» Activity
Provide the count of lines below where "fabs" occurs, with no other output.
▬▬▬▬▬▬▬▬▬▬
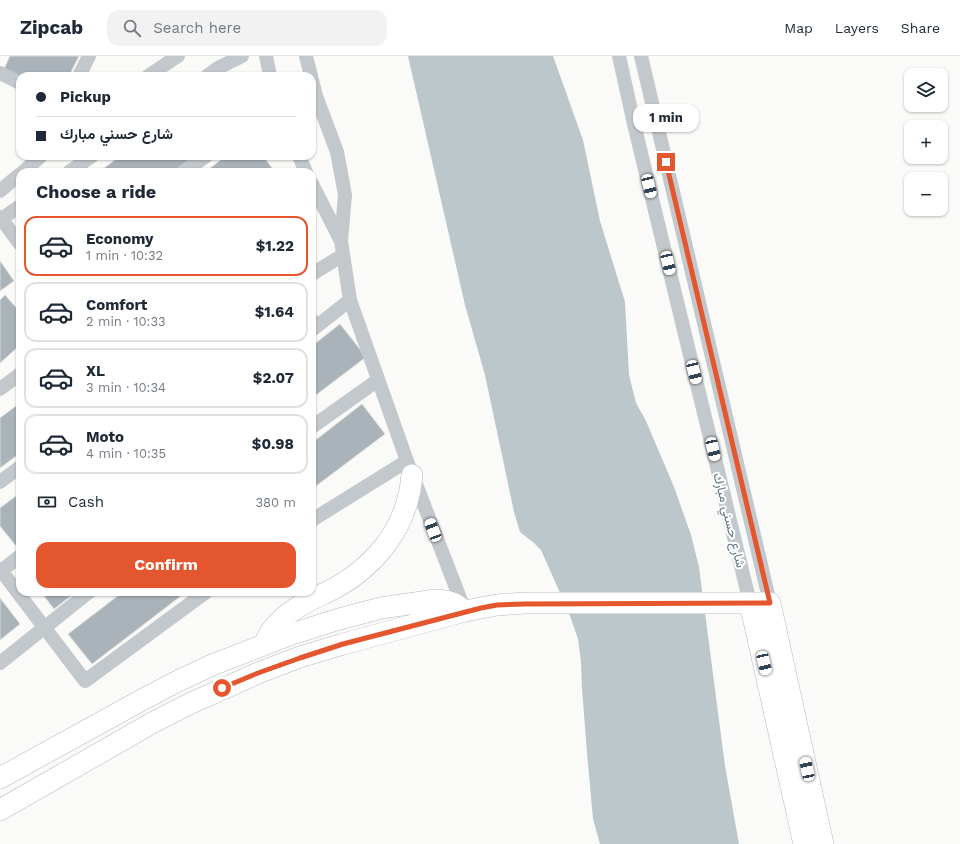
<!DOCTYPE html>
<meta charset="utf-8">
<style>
body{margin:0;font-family:"Work Sans",Vazirmatn,sans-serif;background:#f2f2f3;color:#1f2937;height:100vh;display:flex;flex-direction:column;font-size:15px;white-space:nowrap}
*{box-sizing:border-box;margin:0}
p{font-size:13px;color:#747a83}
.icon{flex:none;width:22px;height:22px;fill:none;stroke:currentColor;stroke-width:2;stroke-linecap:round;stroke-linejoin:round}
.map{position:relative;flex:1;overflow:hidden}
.drawer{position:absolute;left:16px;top:112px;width:300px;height:428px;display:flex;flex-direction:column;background:#fff;border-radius:12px;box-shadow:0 1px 3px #0004}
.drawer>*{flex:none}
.hud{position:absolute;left:16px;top:16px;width:300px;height:88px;border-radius:12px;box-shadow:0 1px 3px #0004;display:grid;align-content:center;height:88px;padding:0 20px;background:#fff}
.fabs{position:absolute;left:904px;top:12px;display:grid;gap:8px}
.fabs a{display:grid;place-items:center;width:44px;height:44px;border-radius:8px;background:#fff;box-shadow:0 1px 3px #0004;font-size:20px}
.end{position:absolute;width:18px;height:18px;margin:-9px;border:5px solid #e4572e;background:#fff;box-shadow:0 0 0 2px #fff}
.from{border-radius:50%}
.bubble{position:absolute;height:28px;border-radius:12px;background:#fff;box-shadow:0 1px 3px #0004;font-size:13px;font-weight:700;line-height:28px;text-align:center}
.car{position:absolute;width:12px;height:24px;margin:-12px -6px;border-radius:5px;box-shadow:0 0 3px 1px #0007;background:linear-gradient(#fff 24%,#345 0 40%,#fff 0 76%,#345 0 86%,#fff 0)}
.hud b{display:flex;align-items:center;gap:14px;height:38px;font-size:15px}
.hud b+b{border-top:1px solid #e0e1e3}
.hud i{width:10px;height:10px;background:#1f2937}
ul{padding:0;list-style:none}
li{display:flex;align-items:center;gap:12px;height:60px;margin:0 8px 6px;padding:0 12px;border:2px solid #e0e1e3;border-radius:12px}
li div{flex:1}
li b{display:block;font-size:15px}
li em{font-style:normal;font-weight:700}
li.on{border-color:#e4572e}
li>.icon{width:36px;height:36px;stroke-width:1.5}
h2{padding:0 20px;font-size:18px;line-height:48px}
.pay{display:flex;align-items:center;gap:10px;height:44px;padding:0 20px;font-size:15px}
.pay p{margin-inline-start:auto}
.cta{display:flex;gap:8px;margin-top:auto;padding:8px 20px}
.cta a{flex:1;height:46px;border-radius:12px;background:#e4572e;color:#fff;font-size:16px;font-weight:700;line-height:46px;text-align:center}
header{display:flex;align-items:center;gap:24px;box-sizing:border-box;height:56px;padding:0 20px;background:#fff;border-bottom:1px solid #e0e1e3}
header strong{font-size:19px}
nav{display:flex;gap:22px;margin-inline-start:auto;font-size:14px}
.search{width:280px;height:36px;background:#f2f2f3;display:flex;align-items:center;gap:10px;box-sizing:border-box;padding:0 14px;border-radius:12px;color:#747a83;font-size:15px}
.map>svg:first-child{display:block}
.water{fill:#bbc7cb}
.building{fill:#aab3b9;stroke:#dcdcda}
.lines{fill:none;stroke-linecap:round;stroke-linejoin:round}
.secondary-casing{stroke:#b3babf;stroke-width:22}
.minor{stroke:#c3c8cc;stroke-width:14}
.secondary{stroke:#fff;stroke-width:21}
.route{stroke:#e4572e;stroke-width:5}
.labels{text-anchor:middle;stroke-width:4;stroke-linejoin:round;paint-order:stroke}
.street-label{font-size:13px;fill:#657683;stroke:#fff}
</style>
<header>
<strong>Zipcab</strong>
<div class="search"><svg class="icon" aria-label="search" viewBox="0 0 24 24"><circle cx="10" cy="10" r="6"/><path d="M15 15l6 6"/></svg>Search here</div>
<nav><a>Map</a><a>Layers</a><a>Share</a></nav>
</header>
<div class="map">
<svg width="960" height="788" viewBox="0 0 960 788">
<rect width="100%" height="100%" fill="#fafaf8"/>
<path class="water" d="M408 0H553L583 84 600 165 625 246 629 319 636 347 646 365 674 431 691 479 699 511 725 710 739 788H600L593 763 587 697 582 633 581 606 578 583 569 557 541 494 534 487 520 476 514 456 485 319 465 249Z"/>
<path class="building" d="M10 0H79L69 20H39L32 17 30 20H20L4 13Z
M120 100H194L173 116H99Z
M226 100H263L275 116H205Z
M0 205 14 225 0 235Z
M5 239 20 256V289L0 307V244Z
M312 253 319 263 312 269Z
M340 268 366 301 312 342V290Z
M20 347V397L0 412V362Z
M362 348 385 378 312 433V387Z
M20 437V487L16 490 0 470V452Z
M41 536H76L54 553Z
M123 536H186L92 608 68 578Z
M0 542 20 568 0 584Z"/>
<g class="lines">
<g class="secondary-casing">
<path id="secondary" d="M750 547 804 788
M264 588C267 583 269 578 272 574 288 552 314 543 337 531 372 511 401 478 409 438 411 432 411 425 412 419
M0 722 140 645 176 626 212 609 292 578 336 564 381 552 436 544 446 545 455 548 465 555
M0 754 152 667 187 649 258 617 300 601 343 588 465 555 497 549 525 547H770L823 788"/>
</g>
<path class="minor" d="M266 0 270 20
M306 0 311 20
M619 0 634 68 750 547
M641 0 770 547
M0 17 20 27
M79 20 89 0
M148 20 178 0
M207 20 218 12 242 0
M312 24 316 40 337 96 345 139 341 185 350 244 407 405 465 555
M299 100 306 116
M23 116 41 100
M69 116 92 100
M184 116 206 100
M312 128 341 185
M0 135 20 118
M0 161 20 188
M0 164 20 150
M312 218 343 199
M312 274 350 244
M0 333 20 318
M312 371 378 324
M0 426 20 411
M312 464 407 405
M0 513 85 625 206 536
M0 516 20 500
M0 607 89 536"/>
<use href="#secondary" class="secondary"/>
</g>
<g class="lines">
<path class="route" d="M222 632 258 617 300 602 343 588 481 552 497 549 525 548 770 547 666 106"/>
</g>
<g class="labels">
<g class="street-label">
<text transform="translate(730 464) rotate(76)" y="5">شارع حسني مبارك</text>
</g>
</g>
</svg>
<div class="fabs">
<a><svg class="icon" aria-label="layers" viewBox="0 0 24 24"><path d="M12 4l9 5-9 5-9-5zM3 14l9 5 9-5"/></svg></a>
<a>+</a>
<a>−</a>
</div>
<i class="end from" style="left:222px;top:632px"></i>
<i class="end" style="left:666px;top:106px"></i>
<div class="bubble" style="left:633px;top:48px;width:66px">1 min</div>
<i class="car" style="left:649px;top:130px;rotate:166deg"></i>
<i class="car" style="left:668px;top:207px;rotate:167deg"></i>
<i class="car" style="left:694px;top:316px;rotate:166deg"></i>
<i class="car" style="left:713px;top:393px;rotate:167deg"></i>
<i class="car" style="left:433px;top:474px;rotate:339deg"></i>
<i class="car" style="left:764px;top:607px;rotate:167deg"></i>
<i class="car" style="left:807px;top:713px;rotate:348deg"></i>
<div class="hud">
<b><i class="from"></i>Pickup</b>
<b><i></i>شارع حسني مبارك</b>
</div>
<section class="drawer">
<h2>Choose a ride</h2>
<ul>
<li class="on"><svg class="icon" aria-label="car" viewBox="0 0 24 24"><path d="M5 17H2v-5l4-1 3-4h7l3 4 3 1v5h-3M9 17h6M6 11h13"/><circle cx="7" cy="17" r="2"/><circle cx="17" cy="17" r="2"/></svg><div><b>Economy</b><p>1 min · 10:32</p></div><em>$1.22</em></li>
<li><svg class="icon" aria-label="car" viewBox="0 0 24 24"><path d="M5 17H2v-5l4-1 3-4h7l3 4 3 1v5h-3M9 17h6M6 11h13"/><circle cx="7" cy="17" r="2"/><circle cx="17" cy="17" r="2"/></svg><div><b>Comfort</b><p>2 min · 10:33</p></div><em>$1.64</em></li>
<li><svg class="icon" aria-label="car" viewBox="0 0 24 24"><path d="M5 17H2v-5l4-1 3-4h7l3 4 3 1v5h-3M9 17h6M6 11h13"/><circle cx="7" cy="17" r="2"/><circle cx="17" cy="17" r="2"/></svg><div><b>XL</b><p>3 min · 10:34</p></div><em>$2.07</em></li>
<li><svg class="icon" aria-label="car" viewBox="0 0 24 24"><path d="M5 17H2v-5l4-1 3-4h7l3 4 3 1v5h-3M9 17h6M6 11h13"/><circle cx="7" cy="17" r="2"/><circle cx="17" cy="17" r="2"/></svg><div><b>Moto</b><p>4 min · 10:35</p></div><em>$0.98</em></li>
</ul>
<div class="pay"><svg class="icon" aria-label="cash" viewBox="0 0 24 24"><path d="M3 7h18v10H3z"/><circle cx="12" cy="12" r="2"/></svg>Cash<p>380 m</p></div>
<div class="cta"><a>Confirm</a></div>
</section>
</div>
▬▬▬▬▬▬▬▬▬▬
» Answer to the exercise
3